→ Problem: Which lines of the entries below include "bubble"? List them all.

→ Extracted information:
* * *

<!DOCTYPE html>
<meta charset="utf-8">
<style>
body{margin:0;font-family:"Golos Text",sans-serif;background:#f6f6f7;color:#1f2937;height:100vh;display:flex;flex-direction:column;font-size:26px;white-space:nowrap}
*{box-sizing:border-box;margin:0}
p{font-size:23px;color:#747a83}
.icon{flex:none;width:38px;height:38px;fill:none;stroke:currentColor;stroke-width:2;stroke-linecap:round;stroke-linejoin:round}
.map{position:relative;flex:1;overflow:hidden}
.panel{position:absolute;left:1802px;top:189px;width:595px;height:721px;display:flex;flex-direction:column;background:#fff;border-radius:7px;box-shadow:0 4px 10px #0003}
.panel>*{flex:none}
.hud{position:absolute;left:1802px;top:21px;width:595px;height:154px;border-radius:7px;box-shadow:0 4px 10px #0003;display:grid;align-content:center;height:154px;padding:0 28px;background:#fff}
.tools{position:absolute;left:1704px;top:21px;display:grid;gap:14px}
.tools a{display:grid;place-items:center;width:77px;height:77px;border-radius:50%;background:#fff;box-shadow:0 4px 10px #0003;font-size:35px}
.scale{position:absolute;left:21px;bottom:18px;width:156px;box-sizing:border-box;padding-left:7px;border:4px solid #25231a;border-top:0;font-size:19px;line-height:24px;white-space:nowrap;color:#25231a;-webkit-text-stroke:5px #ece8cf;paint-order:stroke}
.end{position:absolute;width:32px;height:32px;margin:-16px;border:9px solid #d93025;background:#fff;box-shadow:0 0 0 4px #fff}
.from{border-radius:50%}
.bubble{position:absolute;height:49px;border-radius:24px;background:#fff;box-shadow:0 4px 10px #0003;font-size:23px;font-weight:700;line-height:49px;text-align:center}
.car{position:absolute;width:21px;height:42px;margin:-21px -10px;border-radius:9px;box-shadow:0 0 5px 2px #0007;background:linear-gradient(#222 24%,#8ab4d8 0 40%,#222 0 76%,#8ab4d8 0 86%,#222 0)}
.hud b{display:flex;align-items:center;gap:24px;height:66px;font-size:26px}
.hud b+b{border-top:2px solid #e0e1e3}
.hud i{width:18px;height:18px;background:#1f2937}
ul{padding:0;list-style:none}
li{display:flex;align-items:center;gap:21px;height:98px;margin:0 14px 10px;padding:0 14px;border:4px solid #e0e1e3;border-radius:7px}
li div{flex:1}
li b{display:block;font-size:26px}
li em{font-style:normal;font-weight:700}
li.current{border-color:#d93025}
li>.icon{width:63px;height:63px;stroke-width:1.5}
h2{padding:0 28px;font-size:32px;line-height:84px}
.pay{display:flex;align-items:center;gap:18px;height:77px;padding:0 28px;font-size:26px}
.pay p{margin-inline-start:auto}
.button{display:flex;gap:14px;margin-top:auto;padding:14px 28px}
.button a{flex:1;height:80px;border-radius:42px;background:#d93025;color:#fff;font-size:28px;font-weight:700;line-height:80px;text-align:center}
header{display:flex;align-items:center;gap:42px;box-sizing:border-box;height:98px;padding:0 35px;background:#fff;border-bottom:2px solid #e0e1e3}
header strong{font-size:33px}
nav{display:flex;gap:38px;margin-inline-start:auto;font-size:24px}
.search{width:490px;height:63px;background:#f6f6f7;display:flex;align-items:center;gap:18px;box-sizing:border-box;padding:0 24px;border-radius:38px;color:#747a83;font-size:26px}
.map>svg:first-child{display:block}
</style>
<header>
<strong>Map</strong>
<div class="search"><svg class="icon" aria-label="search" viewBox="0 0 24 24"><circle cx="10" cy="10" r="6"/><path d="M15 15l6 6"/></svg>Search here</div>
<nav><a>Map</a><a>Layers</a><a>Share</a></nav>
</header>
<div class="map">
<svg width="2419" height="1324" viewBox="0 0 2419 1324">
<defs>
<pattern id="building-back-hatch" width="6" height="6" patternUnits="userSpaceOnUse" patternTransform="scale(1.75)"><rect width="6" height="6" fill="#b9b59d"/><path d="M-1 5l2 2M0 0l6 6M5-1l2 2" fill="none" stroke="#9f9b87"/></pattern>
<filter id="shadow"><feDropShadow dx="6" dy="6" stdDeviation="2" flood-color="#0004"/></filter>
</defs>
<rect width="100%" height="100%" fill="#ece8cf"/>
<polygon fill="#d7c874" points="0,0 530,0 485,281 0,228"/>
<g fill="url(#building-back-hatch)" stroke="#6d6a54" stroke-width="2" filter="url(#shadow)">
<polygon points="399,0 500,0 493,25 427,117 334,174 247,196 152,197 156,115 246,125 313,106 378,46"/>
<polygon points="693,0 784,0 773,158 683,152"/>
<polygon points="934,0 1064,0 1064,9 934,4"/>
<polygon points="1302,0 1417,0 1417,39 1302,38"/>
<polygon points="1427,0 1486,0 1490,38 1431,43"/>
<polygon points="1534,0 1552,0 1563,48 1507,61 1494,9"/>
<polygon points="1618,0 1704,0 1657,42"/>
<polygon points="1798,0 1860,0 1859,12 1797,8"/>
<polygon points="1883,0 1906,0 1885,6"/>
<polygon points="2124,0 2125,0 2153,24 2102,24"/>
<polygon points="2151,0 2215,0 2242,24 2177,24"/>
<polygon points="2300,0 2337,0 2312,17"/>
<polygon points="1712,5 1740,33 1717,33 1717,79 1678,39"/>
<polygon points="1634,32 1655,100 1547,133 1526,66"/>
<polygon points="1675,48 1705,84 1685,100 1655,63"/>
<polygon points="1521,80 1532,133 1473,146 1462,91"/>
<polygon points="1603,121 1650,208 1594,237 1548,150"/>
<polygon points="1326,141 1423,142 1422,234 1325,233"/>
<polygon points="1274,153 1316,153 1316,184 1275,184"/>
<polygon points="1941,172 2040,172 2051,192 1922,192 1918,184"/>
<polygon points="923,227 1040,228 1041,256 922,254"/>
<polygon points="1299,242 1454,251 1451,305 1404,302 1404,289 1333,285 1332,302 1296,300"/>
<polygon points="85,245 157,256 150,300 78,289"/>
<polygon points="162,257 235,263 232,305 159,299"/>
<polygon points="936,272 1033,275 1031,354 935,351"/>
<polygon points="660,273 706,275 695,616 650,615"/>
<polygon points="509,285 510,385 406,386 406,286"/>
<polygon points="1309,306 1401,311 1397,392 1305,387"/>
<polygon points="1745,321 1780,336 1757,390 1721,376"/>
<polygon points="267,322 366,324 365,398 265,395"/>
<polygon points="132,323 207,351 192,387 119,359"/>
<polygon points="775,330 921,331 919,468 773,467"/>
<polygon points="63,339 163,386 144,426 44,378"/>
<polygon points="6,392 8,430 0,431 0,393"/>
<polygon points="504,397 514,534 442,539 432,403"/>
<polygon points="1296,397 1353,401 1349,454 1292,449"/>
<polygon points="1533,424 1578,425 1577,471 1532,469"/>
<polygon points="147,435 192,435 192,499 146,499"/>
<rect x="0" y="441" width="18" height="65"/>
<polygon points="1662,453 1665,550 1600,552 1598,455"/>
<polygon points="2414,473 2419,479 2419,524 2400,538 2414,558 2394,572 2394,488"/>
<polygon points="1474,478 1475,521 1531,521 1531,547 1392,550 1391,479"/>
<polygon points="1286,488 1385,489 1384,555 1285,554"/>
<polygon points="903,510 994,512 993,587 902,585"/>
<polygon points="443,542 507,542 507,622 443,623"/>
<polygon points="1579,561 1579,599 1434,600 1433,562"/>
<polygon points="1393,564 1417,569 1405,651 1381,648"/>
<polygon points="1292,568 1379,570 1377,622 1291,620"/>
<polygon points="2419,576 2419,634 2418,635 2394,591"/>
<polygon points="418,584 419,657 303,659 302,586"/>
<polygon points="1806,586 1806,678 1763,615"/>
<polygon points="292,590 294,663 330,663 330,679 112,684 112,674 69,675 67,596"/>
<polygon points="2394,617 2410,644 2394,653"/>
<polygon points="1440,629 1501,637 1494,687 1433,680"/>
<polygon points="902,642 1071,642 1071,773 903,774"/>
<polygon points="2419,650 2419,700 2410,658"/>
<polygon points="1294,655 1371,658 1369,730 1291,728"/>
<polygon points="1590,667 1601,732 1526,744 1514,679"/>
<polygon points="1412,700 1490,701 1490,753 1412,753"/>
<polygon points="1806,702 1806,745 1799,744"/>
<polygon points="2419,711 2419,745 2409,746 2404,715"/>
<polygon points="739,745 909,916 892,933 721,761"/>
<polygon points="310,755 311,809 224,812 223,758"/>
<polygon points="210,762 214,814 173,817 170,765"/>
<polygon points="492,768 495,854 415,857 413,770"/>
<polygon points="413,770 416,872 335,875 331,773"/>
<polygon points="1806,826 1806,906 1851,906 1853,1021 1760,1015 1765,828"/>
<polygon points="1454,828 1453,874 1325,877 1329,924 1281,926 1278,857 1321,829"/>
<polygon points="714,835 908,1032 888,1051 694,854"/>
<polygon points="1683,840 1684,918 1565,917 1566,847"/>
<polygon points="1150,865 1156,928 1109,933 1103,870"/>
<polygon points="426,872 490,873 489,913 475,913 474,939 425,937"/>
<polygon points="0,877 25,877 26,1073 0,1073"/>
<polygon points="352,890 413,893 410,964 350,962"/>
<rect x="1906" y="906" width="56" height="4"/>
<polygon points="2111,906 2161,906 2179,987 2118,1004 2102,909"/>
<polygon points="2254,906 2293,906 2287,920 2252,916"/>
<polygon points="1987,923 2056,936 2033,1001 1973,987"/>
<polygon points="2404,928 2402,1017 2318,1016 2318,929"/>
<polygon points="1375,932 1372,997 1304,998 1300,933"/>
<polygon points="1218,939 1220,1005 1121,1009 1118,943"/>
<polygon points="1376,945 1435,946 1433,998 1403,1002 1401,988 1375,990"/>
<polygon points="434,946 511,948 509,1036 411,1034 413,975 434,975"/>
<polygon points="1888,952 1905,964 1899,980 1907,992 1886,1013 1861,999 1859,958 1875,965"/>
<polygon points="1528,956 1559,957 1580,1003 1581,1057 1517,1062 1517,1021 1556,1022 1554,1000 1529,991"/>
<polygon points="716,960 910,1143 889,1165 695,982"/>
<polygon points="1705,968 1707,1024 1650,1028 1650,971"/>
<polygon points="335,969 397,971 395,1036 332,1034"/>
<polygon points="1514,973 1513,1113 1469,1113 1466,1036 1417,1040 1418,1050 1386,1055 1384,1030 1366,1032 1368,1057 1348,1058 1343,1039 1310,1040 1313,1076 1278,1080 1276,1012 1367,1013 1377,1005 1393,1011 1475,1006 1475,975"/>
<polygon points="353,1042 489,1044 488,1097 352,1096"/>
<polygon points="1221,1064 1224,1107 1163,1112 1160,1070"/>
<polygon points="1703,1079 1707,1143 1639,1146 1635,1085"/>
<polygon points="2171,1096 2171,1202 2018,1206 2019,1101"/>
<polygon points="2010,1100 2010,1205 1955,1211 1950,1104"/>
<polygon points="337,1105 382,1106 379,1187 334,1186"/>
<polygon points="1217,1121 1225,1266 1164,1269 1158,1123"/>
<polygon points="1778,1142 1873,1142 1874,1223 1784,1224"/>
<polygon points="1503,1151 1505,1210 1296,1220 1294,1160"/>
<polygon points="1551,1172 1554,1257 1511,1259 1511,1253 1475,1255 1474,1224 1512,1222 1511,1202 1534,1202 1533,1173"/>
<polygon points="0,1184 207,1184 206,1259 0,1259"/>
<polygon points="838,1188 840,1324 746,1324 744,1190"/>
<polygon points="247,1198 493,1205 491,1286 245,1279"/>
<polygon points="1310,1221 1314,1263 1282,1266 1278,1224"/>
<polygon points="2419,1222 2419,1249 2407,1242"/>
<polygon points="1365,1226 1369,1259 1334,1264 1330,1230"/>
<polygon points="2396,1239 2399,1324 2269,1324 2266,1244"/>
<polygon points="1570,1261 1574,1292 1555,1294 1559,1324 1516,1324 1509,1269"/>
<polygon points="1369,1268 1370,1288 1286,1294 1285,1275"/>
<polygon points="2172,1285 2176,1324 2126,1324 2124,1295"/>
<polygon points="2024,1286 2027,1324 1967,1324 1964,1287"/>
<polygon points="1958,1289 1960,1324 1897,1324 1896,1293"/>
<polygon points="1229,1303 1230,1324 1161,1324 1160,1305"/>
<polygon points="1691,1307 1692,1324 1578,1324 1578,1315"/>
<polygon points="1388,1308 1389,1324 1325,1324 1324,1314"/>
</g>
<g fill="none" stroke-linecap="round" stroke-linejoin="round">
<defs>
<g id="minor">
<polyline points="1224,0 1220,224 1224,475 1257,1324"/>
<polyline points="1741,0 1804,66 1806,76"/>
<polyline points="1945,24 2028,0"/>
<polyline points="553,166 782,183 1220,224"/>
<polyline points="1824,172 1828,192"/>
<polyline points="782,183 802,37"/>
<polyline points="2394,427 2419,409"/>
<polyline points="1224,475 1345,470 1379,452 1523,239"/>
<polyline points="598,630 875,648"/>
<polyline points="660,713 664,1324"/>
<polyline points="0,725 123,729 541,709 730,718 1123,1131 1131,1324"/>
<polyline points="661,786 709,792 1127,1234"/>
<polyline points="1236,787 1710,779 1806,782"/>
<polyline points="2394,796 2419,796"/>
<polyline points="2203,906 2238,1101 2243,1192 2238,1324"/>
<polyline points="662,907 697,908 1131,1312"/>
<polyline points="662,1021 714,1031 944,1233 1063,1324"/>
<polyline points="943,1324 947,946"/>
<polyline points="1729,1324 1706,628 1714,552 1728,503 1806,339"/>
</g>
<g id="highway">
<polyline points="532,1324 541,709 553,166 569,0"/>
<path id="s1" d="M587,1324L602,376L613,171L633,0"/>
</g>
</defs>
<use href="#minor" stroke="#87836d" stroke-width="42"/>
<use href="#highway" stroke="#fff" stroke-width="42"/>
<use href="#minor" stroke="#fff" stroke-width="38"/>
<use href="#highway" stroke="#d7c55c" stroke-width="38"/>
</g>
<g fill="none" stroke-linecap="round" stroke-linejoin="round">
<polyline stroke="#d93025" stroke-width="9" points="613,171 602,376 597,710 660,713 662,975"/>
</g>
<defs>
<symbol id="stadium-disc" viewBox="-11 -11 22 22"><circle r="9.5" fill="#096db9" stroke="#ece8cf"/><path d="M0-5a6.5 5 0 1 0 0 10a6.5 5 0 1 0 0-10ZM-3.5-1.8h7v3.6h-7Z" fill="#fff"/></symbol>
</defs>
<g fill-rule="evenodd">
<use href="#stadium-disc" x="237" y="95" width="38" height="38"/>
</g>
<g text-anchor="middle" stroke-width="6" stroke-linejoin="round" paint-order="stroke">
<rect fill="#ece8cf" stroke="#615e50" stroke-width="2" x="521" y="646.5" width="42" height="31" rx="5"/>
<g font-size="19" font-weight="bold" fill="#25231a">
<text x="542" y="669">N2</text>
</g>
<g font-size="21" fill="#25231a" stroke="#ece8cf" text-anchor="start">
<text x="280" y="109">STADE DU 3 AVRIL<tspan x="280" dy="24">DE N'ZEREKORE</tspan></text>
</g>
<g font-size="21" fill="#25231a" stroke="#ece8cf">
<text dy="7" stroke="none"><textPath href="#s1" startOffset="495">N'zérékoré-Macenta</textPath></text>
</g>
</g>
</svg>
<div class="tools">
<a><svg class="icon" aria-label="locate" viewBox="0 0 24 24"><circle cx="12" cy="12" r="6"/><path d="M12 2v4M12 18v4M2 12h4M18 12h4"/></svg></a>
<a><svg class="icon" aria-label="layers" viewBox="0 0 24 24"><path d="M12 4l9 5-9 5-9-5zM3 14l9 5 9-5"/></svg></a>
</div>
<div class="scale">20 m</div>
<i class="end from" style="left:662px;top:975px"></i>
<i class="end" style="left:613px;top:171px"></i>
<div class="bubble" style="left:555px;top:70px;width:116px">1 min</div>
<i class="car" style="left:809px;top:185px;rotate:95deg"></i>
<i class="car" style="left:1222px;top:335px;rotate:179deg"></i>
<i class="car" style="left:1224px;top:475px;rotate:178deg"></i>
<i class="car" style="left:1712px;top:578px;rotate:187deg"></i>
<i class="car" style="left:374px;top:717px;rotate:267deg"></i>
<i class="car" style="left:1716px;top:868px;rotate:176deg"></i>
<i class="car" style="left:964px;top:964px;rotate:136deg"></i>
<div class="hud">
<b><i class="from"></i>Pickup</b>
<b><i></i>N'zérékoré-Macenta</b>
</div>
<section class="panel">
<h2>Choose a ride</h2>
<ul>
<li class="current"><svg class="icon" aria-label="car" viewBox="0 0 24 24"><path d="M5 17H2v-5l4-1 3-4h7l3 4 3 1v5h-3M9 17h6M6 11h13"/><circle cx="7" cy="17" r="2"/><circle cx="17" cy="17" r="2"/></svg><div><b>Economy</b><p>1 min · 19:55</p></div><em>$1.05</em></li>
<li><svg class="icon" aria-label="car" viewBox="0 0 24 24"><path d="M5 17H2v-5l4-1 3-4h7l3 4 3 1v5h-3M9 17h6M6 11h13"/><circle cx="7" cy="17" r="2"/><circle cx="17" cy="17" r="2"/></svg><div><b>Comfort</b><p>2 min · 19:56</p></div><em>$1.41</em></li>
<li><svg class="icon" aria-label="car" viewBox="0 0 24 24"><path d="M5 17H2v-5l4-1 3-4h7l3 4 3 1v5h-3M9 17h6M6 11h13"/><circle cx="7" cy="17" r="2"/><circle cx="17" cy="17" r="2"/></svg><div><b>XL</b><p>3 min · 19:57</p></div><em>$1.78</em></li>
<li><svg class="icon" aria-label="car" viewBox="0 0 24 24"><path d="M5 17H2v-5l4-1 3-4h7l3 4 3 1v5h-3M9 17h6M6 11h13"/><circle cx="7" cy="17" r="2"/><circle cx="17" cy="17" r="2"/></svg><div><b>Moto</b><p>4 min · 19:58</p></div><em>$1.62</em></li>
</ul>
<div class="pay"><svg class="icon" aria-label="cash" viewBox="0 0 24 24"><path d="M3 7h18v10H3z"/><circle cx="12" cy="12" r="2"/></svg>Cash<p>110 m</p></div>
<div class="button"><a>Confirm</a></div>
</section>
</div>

* * *

→ Worked solution:
.bubble{position:absolute;height:49px;border-radius:24px;background:#fff;box-shadow:0 4px 10px #0003;font-size:23px;font-weight:700;line-height:49px;text-align:center}
<div class="bubble" style="left:555px;top:70px;width:116px">1 min</div>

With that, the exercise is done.